Il momento moda inclusivo e multiculturale di Giorgio Armani
In un teso sabato mattina a Milano, fatto di manifestanti di estrema destra, contestatori anti-immigrati e attivisti antifascisti che protestavano anch’essi, tutti allo stesso momento in pieno centro città, Giorgio Armani ha proposto una collezione che esalta l'idea di un mondo senza frontiere.

“Ho sempre lavorato in reazione ai tempi in cui viviamo, perché i vestiti influenzano i comportamenti e gli atteggiamenti. Quindi, per questa stagione ho immaginato una collezione ricca e sconfinata, ispirata da molte culture, come un'ode alla coesistenza in contrapposizione all'esclusione”, ha detto Armani immediatamente dopo lo show, a cui è seguita la proiezione di un corto, “Una giacca”, creato dagli studenti di Armani Laboratorio, il suo centro di ricerca orientato sui giovani.
Si è trattato di una delle collezioni più sperimentali degli ultimi tempi da parte di uno dei più grandi sarti della storia della moda. Gran parte della collezione è stata realizzata con motivi astratti – lampi di rosso, oro e porpora imperiale. I riferimenti a culture lontane erano sottili e sfumati, non manifesti e letterali.
Il cuore della linea è costituito dalle pure forme scultoree viste in apertura, e realizzate nei non-colori di Giorgio: stucco, cemento e argilla. Creazioni che suggerivano elementi di design giapponese, minimalismo occidentale e nobiltà russa. Rifinite con cappelli di velluto in stile Tudor e copricapi da pastore georgiano degni di un dipinto di Niko Pirosmani. Una collezione mista, con i ragazzi che indossavano splendidi abiti tre pezzi di velluto a coste e lussuosi smoking di velluto nero, tutti tagliati alla perfezione.
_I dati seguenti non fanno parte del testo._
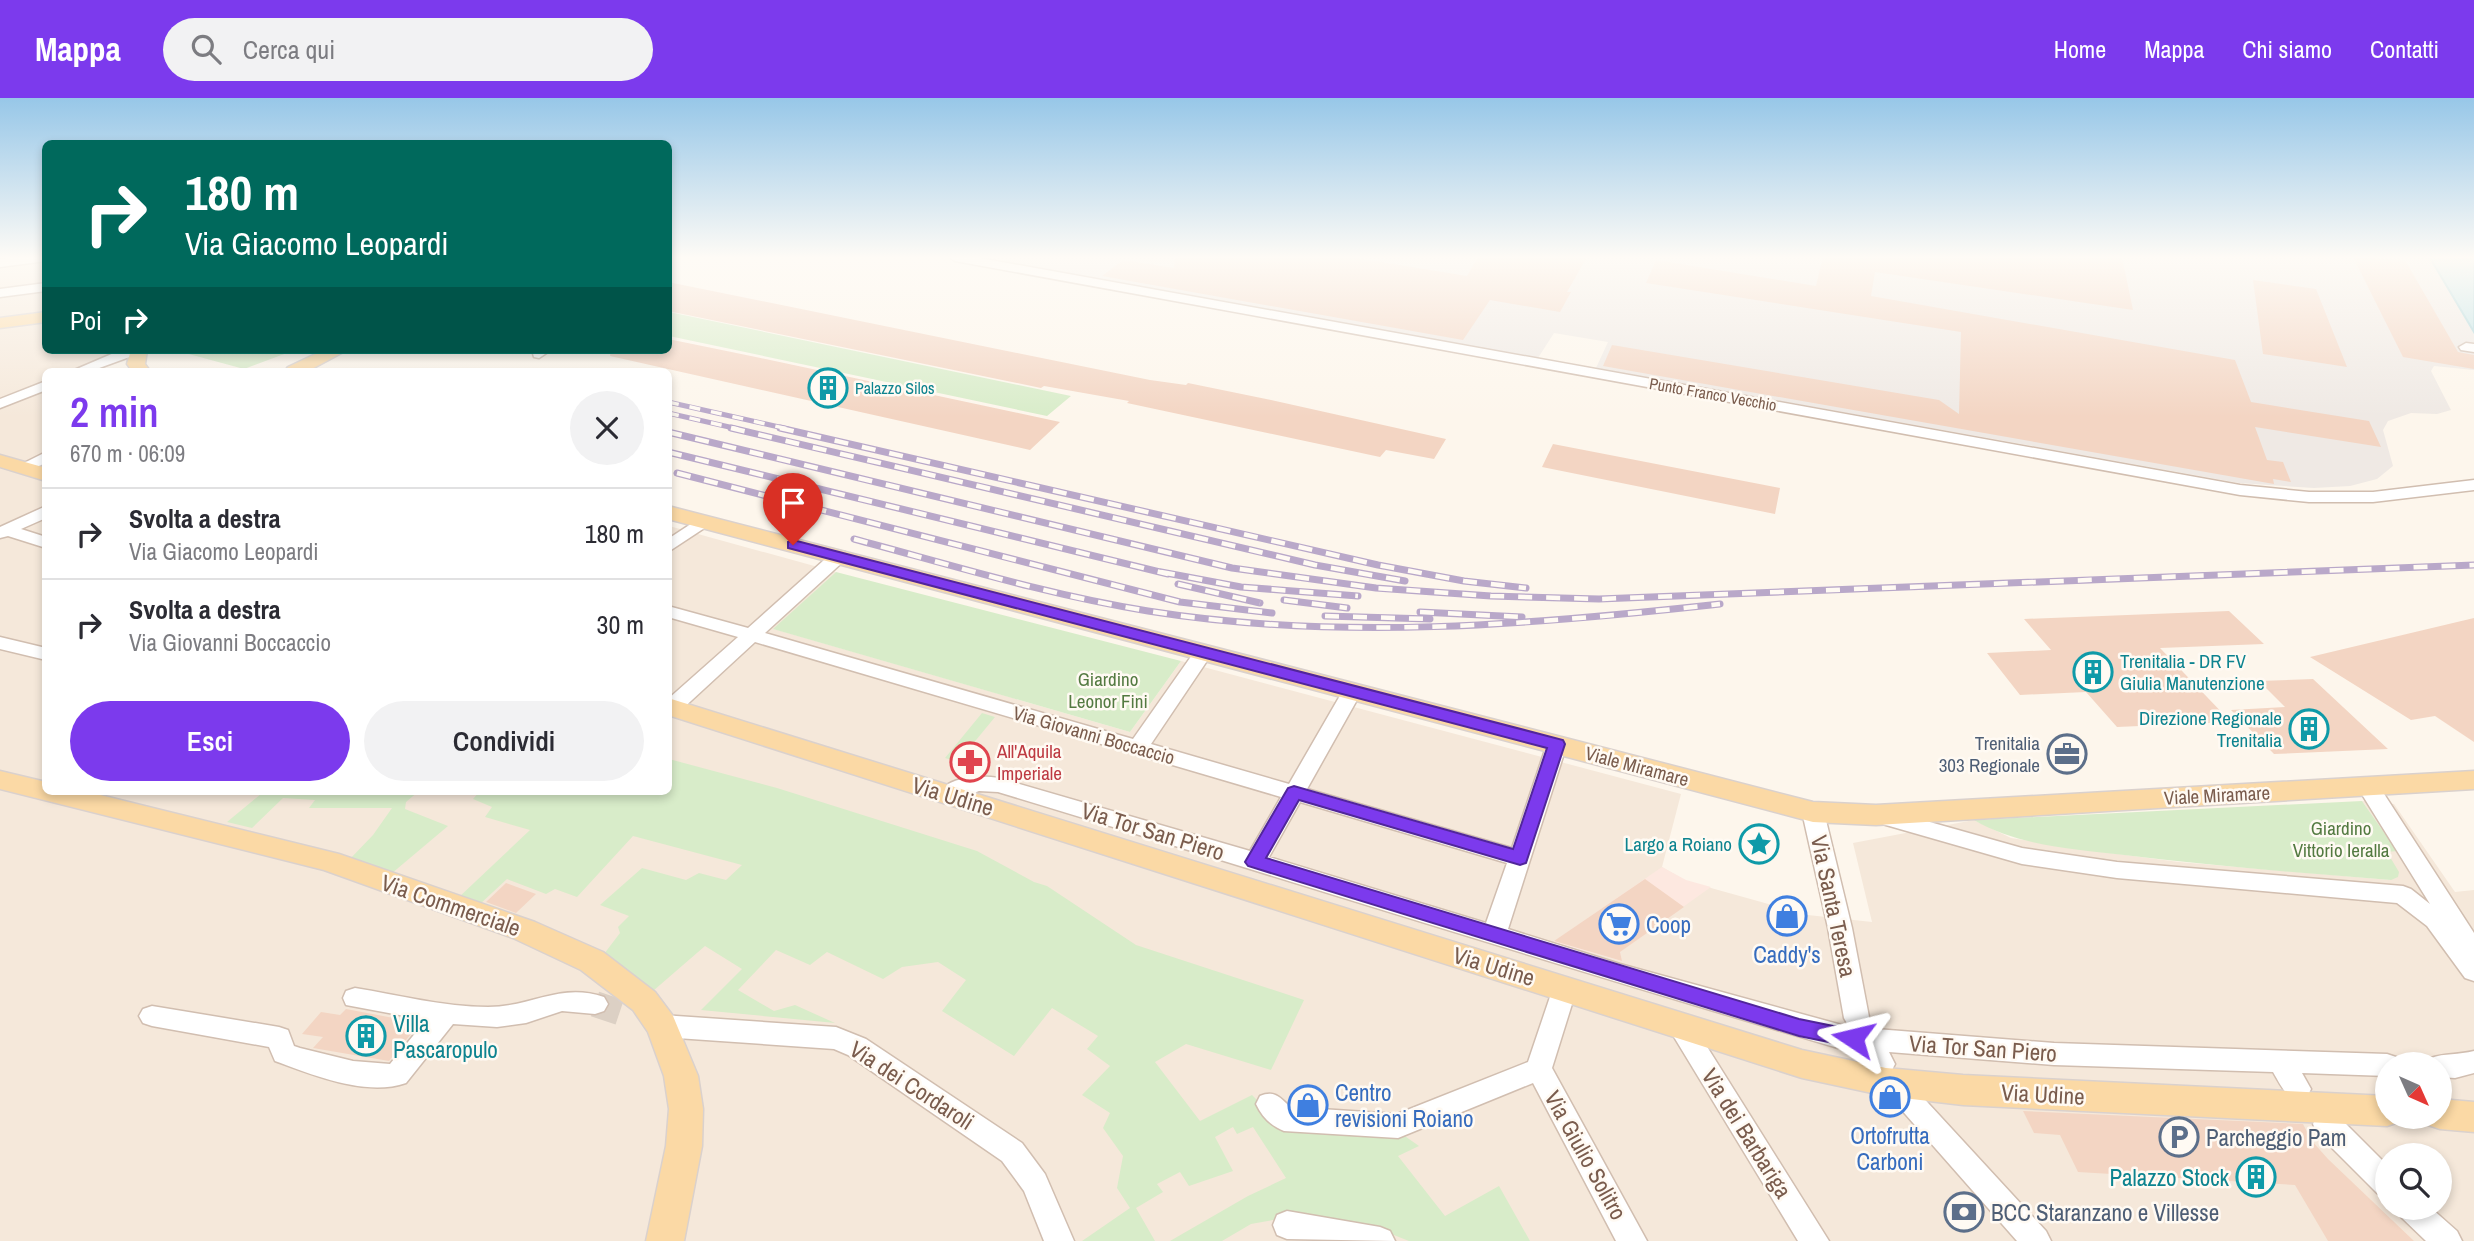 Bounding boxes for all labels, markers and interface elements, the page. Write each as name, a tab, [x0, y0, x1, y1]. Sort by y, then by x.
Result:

Forse non il migliore show di Armani, in quanto ha presentato troppi esperimenti che chiaramente non erano riusciti. Ma è stata comunque di una coraggiosa affermazione di ricerca stilistica da parte di un designer che, è bene sempre ricordarlo, è un ultraottantenne, che però continua ad andare in cerca di nuove aree fresche da conquistare.

Nel post-show, è toccato ad Armani sedersi in prima fila, per la proiezione privata di “Una Giacca”, un film affascinante realizzato da otto studenti. Ognuno di loro ha scelto di essere guidato da esperti italiani: dal grande attore Michele Placido al direttore della fotografia Luca Bigazzi (“La Grande Bellezza”), fino alla costumista Gabriella Pescucci (vincitrice dell’Oscar per “L’età dell’innocenza”), per citare i più famosi.
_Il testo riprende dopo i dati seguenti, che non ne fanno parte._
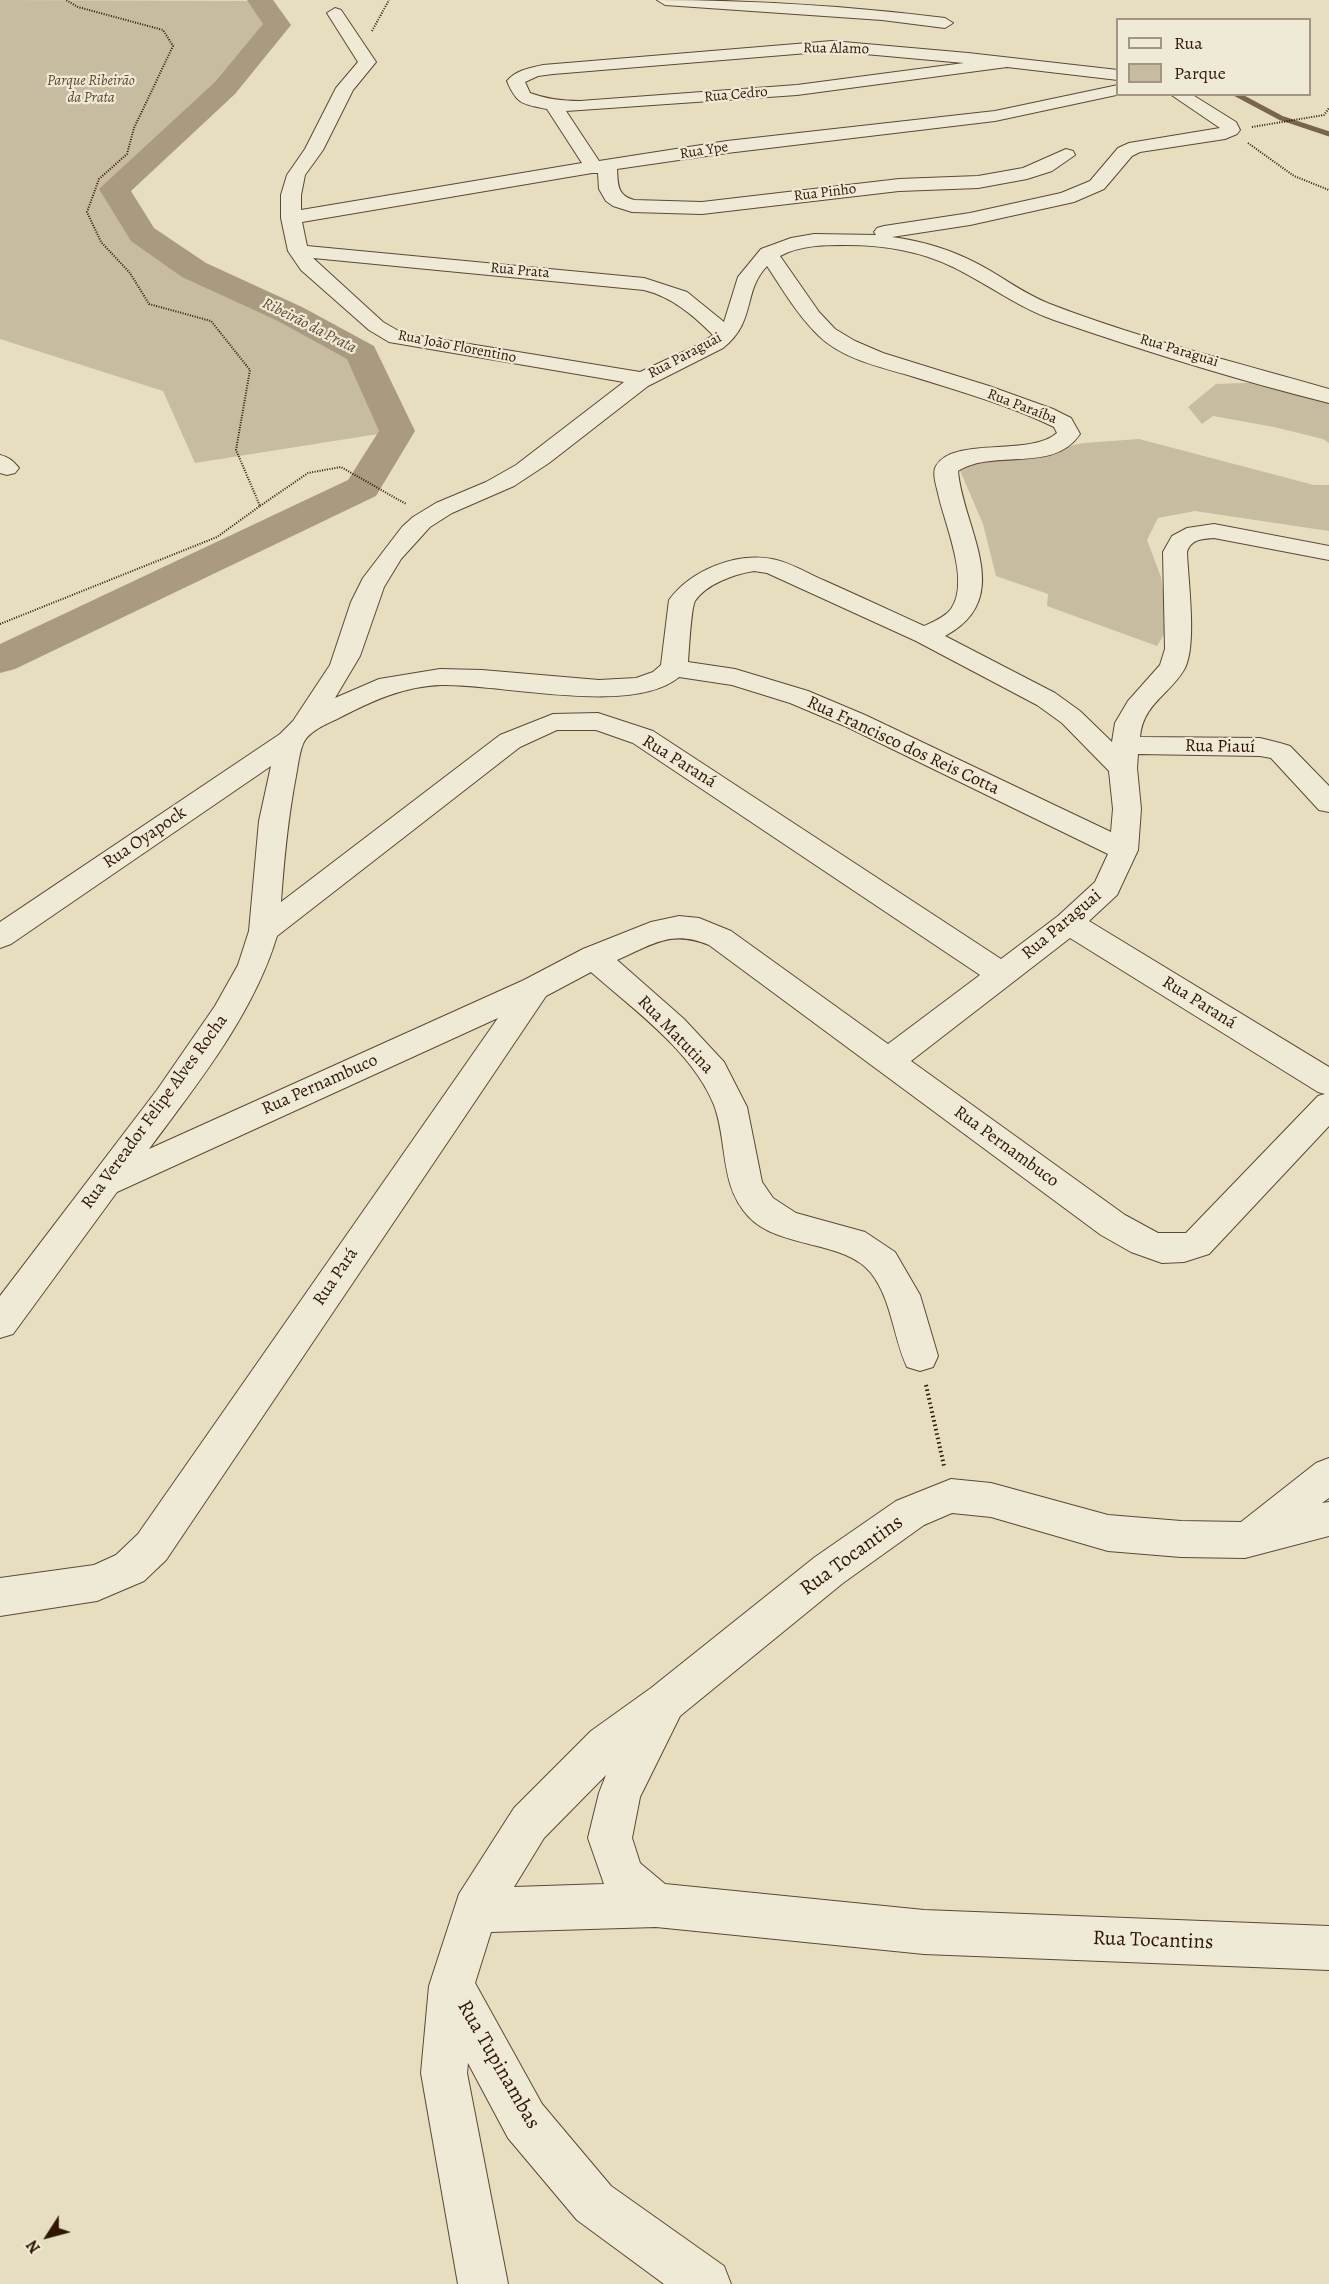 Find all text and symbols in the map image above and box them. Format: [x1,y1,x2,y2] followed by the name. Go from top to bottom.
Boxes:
[1116,18,1311,96] legend
[1174,31,1203,55] text: Rua
[803,39,869,59] street label: Rua Alamo
[1174,61,1226,85] text: Parque
[47,72,135,107] park label: Parque Ribeirão da Prata
[703,83,769,107] street label: Rua Cedro
[678,138,730,164] street label: Rua Ype
[793,180,857,206] street label: Rua Pinho
[490,259,550,283] street label: Rua Prata
[259,294,359,358] water label: Ribeirão da Prata
[396,327,518,367] street label: Rua João Florentino
[645,329,725,383] street label: Rua Paraguai
[1138,331,1220,371] street label: Rua Paraguai
[985,385,1059,429] street label: Rua Paraíba
[803,692,1003,800] street label: Rua Francisco dos Reis Cotta
[638,731,720,793] street label: Rua Paraná
[1185,736,1255,758] street label: Rua Piauí
[99,802,191,874] street label: Rua Oyapock
[1018,885,1106,965] street label: Rua Paraguai
[1158,972,1240,1034] street label: Rua Paraná
[632,991,718,1079] street label: Rua Matutina
[77,1010,233,1214] street label: Rua Vereador Felipe Alves Rocha
[259,1050,381,1120] street label: Rua Pernambuco
[949,1102,1063,1192] street label: Rua Pernambuco
[309,1244,363,1310] street label: Rua Pará
[796,1510,908,1602] street label: Rua Tocantins
[1092,1926,1214,1956] street label: Rua Tocantins
[451,1996,545,2134] street label: Rua Tupinambas
[18,2206,78,2266] north arrow
[21,2235,46,2258] text: N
“Ho sempre mantenuto il cinema come riferimento di design nel mio primo cassetto. Quindi tutto ciò mi sembra bello”, ha detto un raggiante Armani prima della proiezione del cortometraggio, un arguto e spiritoso racconto di emancipazione femminile, aiutato, ovviamente, da una giacca maschile Armani che aggiunge quel giusto pizzico di solenne e autorevole dignità a due giovani candidati che affrontano un colloquio per un posto di lavoro. Entrambi vengono assunti.
Dall'età dell'innocenza all'appello di Armani per la tolleranza. Un bel messaggio nell’era Me Too.